June 6, 2013

******** On repeat- That’s How Much I Feel by Ambrosia


******** Famous last words-
“And then it changed. I began to see that this cross throws a shadow.” – James Carroll


******** Daily gripe-
Adaptability-A gift or a curse

Sometimes I wonder if my being so adaptable to so much that goes on in my life is a good or bad thing. I wonder if this is the reason I don’t have major goals toward my life and just focus on surviving each day. My adaptability (and my extreme tolerance at times), while helping me survive my childhood, may not be as good for my adult life. But it is hard to change who you when you have lived that way for so many decades.


******** Randomness-
Deserving

The only things I can think to say to “Thing One” and “Thing Two”- the terms my children used to cope with any stress related to speaking of the “hateful people” and the situation we endured in late 2005-

Thanks for kicking me and your grandchildren out in the middle of the night 7 1/2 years ago. It was the best thing you could have done for us. Living under your roof was torturous and while it was stressful trying to find a new location to settle with no job, recent work experience or college degree, being a nomad from a very young age, I was prepared for many of the trials and tribulations I faced.
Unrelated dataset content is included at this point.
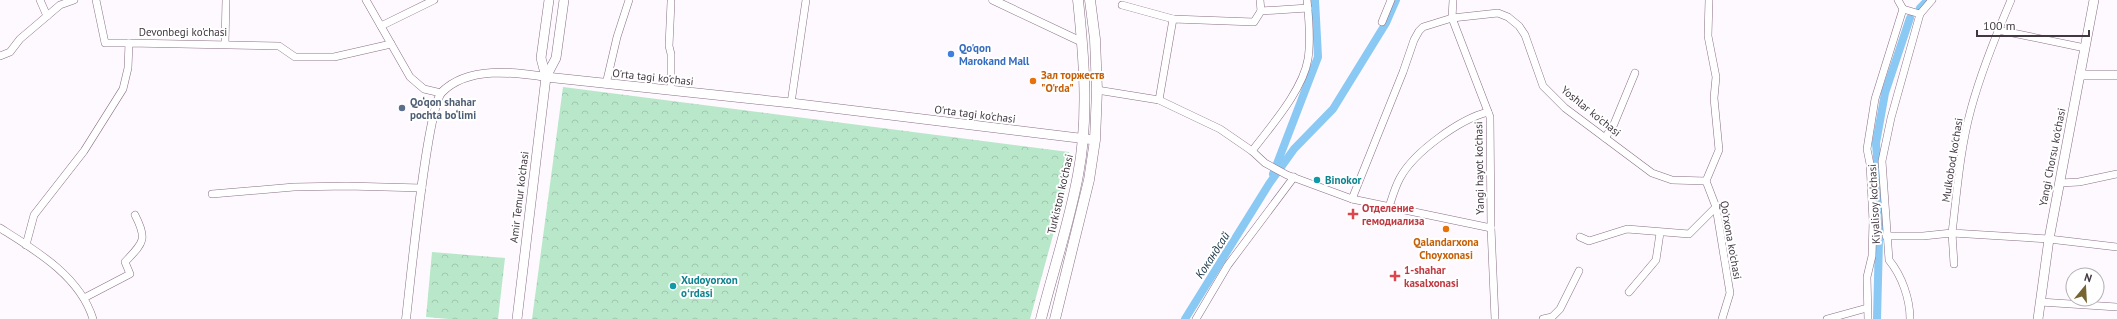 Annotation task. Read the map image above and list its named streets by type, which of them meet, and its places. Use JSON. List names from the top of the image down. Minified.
{"streets":{"main road":["O'rta tagi ko'chasi","Yangi Chorsu ko'chasi","Turkiston ko'chasi","Amir Temur ko'chasi"],"street":["Devonbegi ko'chasi","Yoshlar ko'chasi","Mulkobod ko'chasi","Yangi hayot ko'chasi","Kiyalisoy ko'chasi","Qo'rxona ko'chasi"]},"crossings":[["O'rta tagi ko'chasi","Turkiston ko'chasi"],["O'rta tagi ko'chasi","Amir Temur ko'chasi"],["Yoshlar ko'chasi","Yangi hayot ko'chasi"],["Yoshlar ko'chasi","Qo'rxona ko'chasi"]],"water":["Кокандсай"],"places":{"other":["Qo'qon Marokand Mall","Зал торжеств \"O'rda\"","Qo‘qon shahar pochta bo‘limi","Binokor","Qalandarxona Choyxonasi","Xudoyorxon oʻrdasi"],"health":["Отделение гемодиализа","1-shahar kasalxonasi"]},"scale_bar":"100 m","north":"top"} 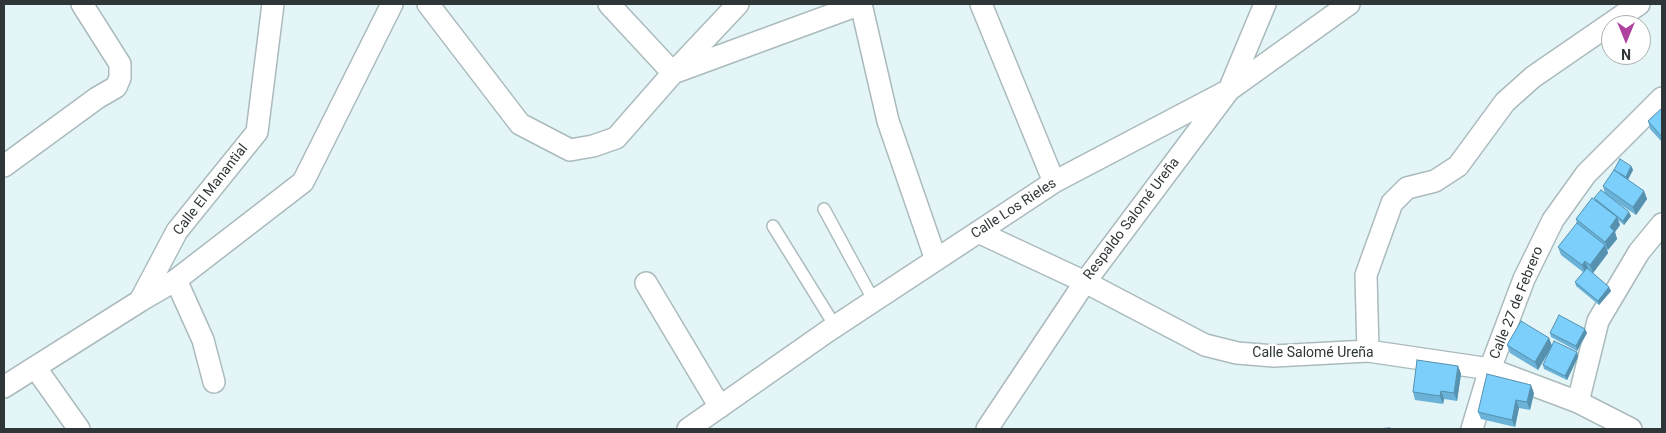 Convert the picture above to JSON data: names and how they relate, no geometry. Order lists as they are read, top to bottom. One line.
{"streets":{"street":["Calle El Manantial","Calle Los Rieles","Respaldo Salomé Ureña","Calle 27 de Febrero","Calle Salomé Ureña"]},"crossings":[["Calle Los Rieles","Respaldo Salomé Ureña"],["Calle Los Rieles","Calle Salomé Ureña"],["Respaldo Salomé Ureña","Calle Salomé Ureña"],["Calle 27 de Febrero","Calle Salomé Ureña"]],"north":"bottom"}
While the final short three month stint with you was a bad experience, it taught me two valuable lessons, 33 years in coming:

1) A couple like you- mentally ill person and an enabler- make for two horrible parents and examples and no matter what I do (“right” or “wrong”), you will always see someone in me who does not exist.

2) You changed only for the worse over the years.

40+ years later, I realize and can now say: you never deserved a decent person like me for a daughter.

While my children may occasionally wonder what happened to you afterwards (as they are compassionate, curious beings), they know you both for the “people” you really are.

I will never have your acceptance and understanding of who I really am, and therefore you have no place in my life except as the sperm, egg & incubator donors that helped create my physical form, yet left me to learn the true “right from wrong” on my own.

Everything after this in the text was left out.